Given data section start

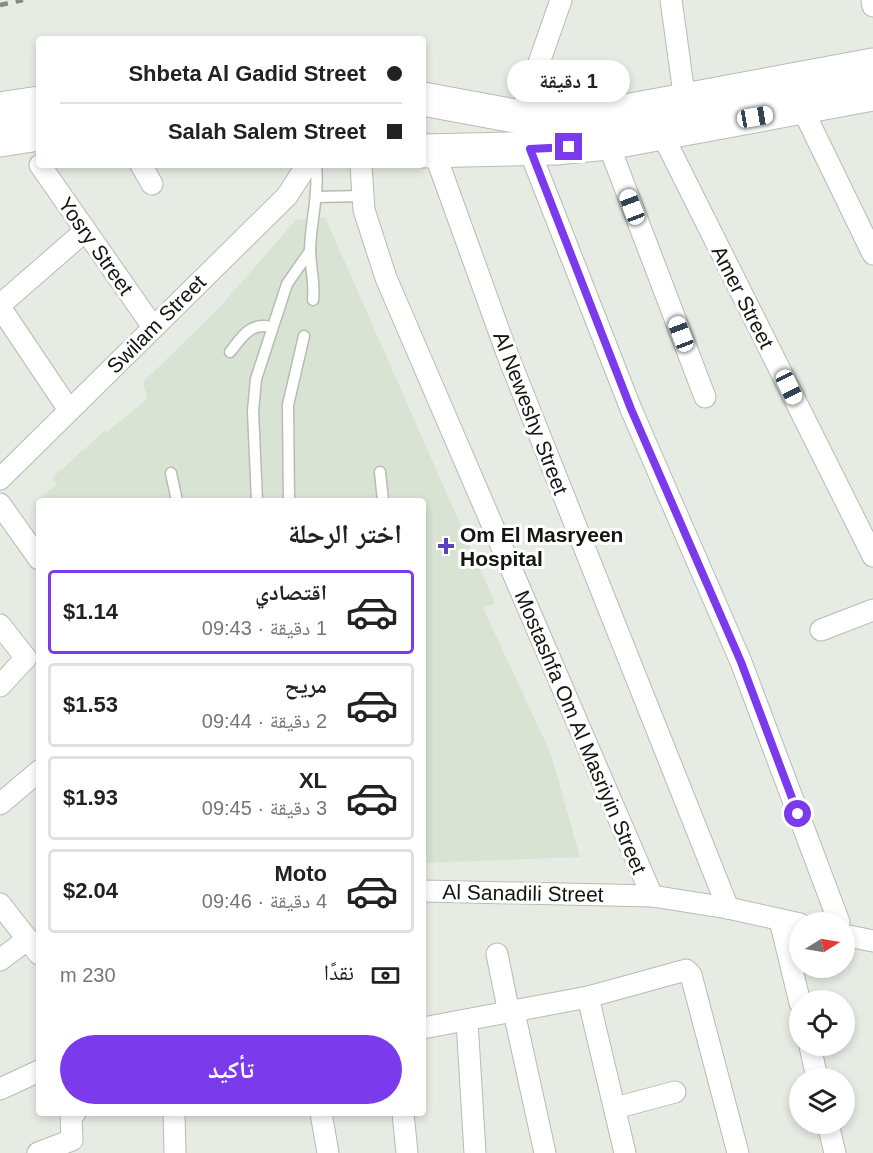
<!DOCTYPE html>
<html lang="ar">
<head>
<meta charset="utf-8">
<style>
  :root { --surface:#fff; --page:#f2f2f2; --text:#222; --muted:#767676; --line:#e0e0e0; --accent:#7c3aed }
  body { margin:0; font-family:Helvetica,"Noto Naskh Arabic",sans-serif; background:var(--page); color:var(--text); direction:rtl; height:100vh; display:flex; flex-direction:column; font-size:22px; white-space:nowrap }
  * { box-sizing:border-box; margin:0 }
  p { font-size:20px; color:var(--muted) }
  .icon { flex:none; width:33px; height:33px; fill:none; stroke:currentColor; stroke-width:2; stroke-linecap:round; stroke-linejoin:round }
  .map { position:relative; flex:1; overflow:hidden; direction:ltr }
  .panel { position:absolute; left:36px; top:498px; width:390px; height:618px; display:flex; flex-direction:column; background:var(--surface); border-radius:6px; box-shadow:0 3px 9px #0003; direction:rtl }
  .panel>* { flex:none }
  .guide { position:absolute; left:36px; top:36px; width:390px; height:132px; border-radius:6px; box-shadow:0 3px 9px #0003; direction:rtl; display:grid; align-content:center; height:132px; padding:0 24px; background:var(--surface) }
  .needle { width:39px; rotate:79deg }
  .tools { position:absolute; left:789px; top:912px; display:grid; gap:12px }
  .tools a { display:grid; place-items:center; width:66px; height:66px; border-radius:50%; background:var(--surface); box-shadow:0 3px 9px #0003; font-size:30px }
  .end { position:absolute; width:27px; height:27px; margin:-14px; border:8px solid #7c3aed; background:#fff; box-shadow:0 0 0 3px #fff }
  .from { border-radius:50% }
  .bubble { position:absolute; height:42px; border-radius:21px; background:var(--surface); box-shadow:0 3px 9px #0003; font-size:20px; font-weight:800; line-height:42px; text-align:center; direction:rtl }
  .car { position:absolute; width:18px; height:36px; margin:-18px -9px; border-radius:8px; box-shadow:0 0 4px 2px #0007; background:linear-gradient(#fff 24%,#345 0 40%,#fff 0 76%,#345 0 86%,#fff 0) }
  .guide b { display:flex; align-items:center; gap:21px; height:57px; font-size:22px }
  .guide b+b { border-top:2px solid var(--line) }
  .guide i { width:15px; height:15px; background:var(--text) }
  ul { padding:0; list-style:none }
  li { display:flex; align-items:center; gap:18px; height:84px; margin:0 12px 9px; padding:0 12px; border:3px solid var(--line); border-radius:6px }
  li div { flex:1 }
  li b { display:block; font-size:22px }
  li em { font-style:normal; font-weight:800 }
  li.active { border-color:var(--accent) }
  li>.icon { width:54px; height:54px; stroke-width:1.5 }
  h2 { padding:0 24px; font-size:27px; line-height:72px }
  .pay { display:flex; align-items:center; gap:15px; height:66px; padding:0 24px; font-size:22px }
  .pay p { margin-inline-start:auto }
  .primary-button { display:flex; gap:12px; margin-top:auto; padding:12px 24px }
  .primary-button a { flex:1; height:69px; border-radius:36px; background:var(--accent); color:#fff; font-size:24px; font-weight:800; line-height:69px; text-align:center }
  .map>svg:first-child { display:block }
</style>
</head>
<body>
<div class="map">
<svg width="873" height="1153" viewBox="0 0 873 1153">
  <rect width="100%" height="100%" fill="#e6ece3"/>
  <!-- built -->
  <polygon fill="#d8e3d3" points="325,217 495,603 483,608 551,754 580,857 423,863 423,501 39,501 38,499 57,485 52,478 101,434 105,430 107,432 147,399 143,382 218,309 296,220"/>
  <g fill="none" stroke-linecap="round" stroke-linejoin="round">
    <defs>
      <g id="lane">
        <polyline points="317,197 361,196"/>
        <path d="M 313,300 C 315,282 310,266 310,249 C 311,220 319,194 316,165"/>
        <path d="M 230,352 C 242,337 250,322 271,327"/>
        <polyline points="380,472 383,501"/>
        <polyline points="171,473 177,501"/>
        <polyline points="257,501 253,411 256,379 287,284 310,251"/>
        <polyline points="289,501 288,405 304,336"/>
      </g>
      <g id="street">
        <polyline points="671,0 685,101"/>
        <polyline points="872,0 873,6"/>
        <polyline points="802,108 873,254"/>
        <polyline points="520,117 561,0"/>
        <polyline points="662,134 873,556"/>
        <polyline points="608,143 705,397"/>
        <polyline points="529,149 631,409 741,662 839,922"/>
        <polyline points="434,151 508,356 728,908"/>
        <polyline points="40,165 153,327"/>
        <polyline points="141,165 152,184"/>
        <polyline points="361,165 364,210 386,278 652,896"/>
        <polyline points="0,305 85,231"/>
        <polyline points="0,307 69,410"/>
        <polyline points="0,479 287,196 307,165"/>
        <polyline points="0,504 39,559"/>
        <polyline points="0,625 26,658 0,686"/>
        <polyline points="821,630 873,610"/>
        <polyline points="0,804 39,771"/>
        <polyline points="423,891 652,896 728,908 800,924"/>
        <polyline points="0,904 39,954"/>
        <polyline points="780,920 800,1003"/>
        <polyline points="844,935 873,941"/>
        <polyline points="497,954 509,1013"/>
        <polyline points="0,960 28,939"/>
        <polyline points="588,997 625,1153"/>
        <polyline points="514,1012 545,1153"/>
        <polyline points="467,1021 475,1153"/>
        <polyline points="423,1028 588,997 686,970 691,975 738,1153"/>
        <polyline points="810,1046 817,1078"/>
        <polyline points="0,1089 39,1071"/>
        <polyline points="615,1108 675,1092"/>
        <polyline points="174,1113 175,1153"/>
        <polyline points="321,1113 328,1153"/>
        <polyline points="403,1113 407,1153"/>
        <polyline points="828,1124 835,1153"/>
        <polyline points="38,1153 72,1140 71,1116 75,1113"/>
      </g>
      <g id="highway">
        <polyline points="423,99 520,117 588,118 873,65"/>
        <polyline points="0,109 39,103"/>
        <polyline points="0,140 39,134"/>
        <polyline points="423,151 556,148 608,143 873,94"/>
      </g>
    </defs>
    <!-- lane casing -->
    <use href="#lane" stroke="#b6bcb3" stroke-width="13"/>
    <!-- street casing -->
    <use href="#street" stroke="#b6bcb3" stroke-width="23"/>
    <!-- highway casing -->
    <use href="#highway" stroke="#b6bcb3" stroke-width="35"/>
    <!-- lane -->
    <use href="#lane" stroke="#fff" stroke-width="10"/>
    <!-- street -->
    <use href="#street" stroke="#fff" stroke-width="21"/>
    <!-- highway -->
    <use href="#highway" stroke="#fff" stroke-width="33"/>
    <!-- rail -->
    <polyline stroke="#858a83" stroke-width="4.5" stroke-dasharray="8 8" stroke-linecap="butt" points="0,5 23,0"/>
  </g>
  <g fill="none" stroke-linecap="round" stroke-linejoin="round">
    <!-- route -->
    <polyline stroke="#7c3aed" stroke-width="8" points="569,147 530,149 631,409 741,662 798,814"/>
  </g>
  <!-- markers -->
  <path fill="#5a44bc" stroke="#fff" stroke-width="2" d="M443 537h6v6h6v6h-6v6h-6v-6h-6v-6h6z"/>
  <g text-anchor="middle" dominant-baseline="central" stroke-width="6" stroke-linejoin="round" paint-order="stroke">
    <!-- street labels -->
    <g font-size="21" fill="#131612" stroke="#fff">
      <text transform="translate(96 246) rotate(55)">Yosry Street</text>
      <text transform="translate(743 297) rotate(63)">Amer Street</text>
      <text transform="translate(156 324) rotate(-45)">Swilam Street</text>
      <text transform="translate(531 413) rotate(69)">Al Neweshy Street</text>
      <text transform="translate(581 732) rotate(67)">Mostashfa Om Al Masriyin Street</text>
      <text transform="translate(523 893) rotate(1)">Al Sanadili Street</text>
    </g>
    <!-- poi labels -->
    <g font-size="21" font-weight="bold" fill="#131612" stroke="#fff" text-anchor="start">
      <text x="460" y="534">Om El Masryeen<tspan x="460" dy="24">Hospital</tspan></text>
    </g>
  </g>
</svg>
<div class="tools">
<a><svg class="needle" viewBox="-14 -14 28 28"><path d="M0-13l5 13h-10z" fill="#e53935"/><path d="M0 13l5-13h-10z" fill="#767676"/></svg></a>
<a><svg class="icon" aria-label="locate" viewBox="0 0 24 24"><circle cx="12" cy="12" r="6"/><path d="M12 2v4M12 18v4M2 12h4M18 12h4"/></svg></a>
<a><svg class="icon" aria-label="layers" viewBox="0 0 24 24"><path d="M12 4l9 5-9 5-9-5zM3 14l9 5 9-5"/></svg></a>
</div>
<i class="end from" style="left:798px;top:814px"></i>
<i class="end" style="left:569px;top:147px"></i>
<div class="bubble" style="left:507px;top:60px;width:123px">1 دقيقة</div>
<i class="car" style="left:755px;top:117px;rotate:80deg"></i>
<i class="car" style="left:632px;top:207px;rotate:339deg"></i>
<i class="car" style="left:681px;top:334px;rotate:339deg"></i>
<i class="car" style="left:789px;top:387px;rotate:154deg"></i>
<div class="guide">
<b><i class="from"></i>Shbeta Al Gadid Street</b>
<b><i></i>Salah Salem Street</b>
</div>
<section class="panel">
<h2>اختر الرحلة</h2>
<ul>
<li class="active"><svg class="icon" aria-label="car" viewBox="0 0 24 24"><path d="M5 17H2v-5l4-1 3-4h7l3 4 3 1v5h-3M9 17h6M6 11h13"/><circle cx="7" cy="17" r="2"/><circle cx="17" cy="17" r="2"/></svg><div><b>اقتصادي</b><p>1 دقيقة · 09:43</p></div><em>$1.14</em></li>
<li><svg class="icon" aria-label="car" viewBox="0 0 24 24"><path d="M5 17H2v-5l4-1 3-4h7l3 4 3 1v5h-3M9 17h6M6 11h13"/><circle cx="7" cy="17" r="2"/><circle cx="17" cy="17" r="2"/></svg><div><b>مريح</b><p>2 دقيقة · 09:44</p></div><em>$1.53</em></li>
<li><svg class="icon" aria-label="car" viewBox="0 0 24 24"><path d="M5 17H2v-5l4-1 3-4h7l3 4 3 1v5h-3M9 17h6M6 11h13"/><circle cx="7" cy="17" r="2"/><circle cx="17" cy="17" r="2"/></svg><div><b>XL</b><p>3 دقيقة · 09:45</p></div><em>$1.93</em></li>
<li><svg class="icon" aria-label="car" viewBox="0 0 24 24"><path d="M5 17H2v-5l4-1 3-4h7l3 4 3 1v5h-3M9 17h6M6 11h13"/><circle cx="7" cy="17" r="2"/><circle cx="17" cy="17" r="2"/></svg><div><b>Moto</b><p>4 دقيقة · 09:46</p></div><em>$2.04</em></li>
</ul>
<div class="pay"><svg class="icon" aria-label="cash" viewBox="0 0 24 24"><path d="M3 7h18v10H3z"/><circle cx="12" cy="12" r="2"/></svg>نقدًا<p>230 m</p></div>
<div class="primary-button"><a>تأكيد</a></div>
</section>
</div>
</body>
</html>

Given data section end

Go through the listing and copy each line that includes the string "tools".

**The answer**
  .tools { position:absolute; left:789px; top:912px; display:grid; gap:12px }
  .tools a { display:grid; place-items:center; width:66px; height:66px; border-radius:50%; background:var(--surface); box-shadow:0 3px 9px #0003; font-size:30px }
<div class="tools">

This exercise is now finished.